§ EXERCISE REQUIREMENTS
Please filter the entries and return only the lines that include "currentColor".

[Collected data entries]
━━━

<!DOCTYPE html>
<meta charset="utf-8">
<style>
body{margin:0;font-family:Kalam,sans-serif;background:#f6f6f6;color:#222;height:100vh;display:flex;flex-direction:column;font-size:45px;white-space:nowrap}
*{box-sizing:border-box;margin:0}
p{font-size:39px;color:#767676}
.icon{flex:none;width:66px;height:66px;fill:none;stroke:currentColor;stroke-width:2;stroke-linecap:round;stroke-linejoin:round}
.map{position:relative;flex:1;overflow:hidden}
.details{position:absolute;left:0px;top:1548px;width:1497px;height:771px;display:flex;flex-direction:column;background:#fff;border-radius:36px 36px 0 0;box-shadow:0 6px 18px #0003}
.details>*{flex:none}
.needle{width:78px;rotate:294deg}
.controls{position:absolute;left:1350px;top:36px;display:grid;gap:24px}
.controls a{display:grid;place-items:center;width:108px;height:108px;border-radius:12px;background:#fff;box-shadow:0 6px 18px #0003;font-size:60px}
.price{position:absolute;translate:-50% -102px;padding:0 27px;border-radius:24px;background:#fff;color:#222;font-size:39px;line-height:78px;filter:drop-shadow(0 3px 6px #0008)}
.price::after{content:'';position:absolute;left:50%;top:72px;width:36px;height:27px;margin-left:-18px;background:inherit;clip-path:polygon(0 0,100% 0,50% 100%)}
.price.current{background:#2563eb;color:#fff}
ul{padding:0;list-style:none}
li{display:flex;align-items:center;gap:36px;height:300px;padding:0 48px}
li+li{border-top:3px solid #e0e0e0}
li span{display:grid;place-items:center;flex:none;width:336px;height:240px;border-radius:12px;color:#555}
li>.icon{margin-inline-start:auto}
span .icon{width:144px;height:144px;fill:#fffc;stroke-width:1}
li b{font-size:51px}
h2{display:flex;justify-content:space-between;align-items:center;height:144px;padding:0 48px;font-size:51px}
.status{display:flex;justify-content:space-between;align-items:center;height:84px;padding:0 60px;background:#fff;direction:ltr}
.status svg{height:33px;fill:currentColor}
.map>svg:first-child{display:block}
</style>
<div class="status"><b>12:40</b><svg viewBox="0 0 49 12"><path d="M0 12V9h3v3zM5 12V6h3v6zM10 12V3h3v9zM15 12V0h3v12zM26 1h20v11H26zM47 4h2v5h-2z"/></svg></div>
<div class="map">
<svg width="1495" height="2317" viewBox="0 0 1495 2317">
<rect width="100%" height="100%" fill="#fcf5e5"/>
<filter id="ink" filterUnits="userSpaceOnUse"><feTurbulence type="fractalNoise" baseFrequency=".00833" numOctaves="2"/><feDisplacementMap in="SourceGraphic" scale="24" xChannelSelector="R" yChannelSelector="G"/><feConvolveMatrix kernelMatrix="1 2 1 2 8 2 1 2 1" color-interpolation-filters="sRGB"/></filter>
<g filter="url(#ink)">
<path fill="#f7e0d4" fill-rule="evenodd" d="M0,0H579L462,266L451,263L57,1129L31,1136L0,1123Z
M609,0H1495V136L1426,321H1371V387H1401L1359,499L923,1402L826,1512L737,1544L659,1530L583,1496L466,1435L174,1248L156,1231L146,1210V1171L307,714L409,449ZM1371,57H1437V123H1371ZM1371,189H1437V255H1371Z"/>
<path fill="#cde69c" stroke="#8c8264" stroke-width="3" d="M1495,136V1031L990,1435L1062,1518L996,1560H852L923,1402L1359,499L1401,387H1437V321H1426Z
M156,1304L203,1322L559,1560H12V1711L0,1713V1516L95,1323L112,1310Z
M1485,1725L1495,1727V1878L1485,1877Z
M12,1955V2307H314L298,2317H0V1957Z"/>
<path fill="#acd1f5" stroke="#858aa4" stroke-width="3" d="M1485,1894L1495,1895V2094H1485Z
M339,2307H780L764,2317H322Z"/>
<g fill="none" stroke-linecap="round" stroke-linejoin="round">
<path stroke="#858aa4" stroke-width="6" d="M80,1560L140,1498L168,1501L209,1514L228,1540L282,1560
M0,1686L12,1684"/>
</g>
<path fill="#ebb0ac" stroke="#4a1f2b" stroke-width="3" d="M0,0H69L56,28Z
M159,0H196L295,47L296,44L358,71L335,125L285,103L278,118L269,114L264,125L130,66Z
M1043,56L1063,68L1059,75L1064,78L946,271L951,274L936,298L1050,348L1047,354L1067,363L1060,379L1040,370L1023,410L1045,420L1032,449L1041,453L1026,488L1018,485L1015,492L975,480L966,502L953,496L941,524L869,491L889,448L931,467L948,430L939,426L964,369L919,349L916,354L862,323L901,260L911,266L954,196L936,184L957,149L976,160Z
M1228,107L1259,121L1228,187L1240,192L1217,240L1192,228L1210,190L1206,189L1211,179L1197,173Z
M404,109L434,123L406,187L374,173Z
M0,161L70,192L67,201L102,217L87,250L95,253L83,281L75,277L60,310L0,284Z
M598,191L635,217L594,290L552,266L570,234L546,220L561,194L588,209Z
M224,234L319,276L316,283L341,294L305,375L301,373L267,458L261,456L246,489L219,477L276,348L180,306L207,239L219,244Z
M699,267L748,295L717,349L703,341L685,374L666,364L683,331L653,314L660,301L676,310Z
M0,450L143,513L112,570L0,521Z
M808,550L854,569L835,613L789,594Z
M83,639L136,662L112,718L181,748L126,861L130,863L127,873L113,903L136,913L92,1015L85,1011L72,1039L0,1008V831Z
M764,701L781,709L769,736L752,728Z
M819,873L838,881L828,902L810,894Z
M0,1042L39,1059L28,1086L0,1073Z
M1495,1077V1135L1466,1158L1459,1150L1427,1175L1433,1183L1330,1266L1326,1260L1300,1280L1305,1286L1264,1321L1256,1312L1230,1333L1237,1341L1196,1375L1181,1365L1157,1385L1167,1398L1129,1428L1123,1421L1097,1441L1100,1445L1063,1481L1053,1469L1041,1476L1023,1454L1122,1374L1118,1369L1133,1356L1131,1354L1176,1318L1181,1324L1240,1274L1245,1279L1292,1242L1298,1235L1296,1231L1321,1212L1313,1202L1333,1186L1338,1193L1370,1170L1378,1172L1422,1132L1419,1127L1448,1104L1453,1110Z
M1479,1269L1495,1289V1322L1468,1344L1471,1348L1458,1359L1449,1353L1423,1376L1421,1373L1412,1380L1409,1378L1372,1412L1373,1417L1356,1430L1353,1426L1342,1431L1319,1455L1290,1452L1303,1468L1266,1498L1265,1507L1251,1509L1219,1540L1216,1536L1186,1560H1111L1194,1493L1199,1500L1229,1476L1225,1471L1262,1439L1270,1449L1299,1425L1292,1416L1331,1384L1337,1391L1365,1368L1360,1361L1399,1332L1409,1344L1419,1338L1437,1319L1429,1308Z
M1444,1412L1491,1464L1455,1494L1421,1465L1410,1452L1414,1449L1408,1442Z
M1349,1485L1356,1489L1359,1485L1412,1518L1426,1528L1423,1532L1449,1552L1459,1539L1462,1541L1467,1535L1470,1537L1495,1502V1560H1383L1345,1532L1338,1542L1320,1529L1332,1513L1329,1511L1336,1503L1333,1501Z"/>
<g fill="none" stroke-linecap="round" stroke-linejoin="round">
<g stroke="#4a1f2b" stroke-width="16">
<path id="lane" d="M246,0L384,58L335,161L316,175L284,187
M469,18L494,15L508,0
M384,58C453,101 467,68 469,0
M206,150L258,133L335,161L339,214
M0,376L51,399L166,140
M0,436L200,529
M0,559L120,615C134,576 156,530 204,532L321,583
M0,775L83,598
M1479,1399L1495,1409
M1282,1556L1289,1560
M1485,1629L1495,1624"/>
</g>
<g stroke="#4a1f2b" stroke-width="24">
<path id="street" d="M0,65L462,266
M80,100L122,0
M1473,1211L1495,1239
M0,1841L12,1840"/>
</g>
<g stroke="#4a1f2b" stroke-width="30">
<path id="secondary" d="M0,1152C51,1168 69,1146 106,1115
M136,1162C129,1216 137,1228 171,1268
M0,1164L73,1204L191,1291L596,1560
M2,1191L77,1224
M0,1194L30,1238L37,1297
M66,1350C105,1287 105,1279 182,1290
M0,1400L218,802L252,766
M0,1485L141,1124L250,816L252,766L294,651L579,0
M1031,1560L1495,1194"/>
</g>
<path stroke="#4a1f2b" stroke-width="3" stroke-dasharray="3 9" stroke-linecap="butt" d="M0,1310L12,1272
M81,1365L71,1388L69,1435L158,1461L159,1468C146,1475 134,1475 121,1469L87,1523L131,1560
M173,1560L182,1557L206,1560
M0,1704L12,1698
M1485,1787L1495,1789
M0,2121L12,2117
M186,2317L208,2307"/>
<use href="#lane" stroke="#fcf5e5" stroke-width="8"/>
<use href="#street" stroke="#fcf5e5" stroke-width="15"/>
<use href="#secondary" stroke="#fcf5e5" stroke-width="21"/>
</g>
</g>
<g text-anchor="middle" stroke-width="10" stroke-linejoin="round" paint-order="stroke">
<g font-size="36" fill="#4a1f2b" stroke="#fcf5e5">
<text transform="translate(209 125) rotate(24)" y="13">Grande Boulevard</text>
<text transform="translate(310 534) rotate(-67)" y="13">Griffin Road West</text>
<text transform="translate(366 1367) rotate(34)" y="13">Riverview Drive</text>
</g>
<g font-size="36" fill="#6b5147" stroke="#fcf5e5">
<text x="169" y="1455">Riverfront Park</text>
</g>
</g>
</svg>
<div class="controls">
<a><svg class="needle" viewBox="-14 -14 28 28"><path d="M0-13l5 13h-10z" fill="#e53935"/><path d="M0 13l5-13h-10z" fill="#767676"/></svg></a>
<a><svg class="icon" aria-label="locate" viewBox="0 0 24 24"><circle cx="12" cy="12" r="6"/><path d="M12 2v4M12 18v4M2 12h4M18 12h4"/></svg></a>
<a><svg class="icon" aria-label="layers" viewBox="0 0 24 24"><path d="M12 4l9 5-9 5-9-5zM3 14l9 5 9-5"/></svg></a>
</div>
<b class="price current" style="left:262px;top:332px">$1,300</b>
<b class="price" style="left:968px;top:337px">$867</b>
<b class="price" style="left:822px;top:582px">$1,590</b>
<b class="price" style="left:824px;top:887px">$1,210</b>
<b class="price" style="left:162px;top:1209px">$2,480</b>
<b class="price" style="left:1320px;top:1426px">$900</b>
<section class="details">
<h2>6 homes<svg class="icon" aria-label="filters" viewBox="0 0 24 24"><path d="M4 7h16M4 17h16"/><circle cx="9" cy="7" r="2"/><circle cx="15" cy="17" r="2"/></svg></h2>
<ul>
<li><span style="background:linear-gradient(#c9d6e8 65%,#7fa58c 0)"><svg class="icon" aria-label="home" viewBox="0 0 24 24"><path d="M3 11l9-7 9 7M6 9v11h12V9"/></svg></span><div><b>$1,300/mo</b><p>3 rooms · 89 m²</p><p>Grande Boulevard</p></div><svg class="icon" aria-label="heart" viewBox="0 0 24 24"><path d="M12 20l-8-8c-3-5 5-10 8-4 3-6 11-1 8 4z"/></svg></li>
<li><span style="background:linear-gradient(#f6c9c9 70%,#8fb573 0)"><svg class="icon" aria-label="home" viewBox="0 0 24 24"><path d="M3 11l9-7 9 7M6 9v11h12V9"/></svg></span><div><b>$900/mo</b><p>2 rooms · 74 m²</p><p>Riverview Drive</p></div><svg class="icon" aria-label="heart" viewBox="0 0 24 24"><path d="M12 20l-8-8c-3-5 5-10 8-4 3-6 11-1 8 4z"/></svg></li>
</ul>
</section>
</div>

━━━

§ YOUR SOLUTION
.icon{flex:none;width:66px;height:66px;fill:none;stroke:currentColor;stroke-width:2;stroke-linecap:round;stroke-linejoin:round}
.status svg{height:33px;fill:currentColor}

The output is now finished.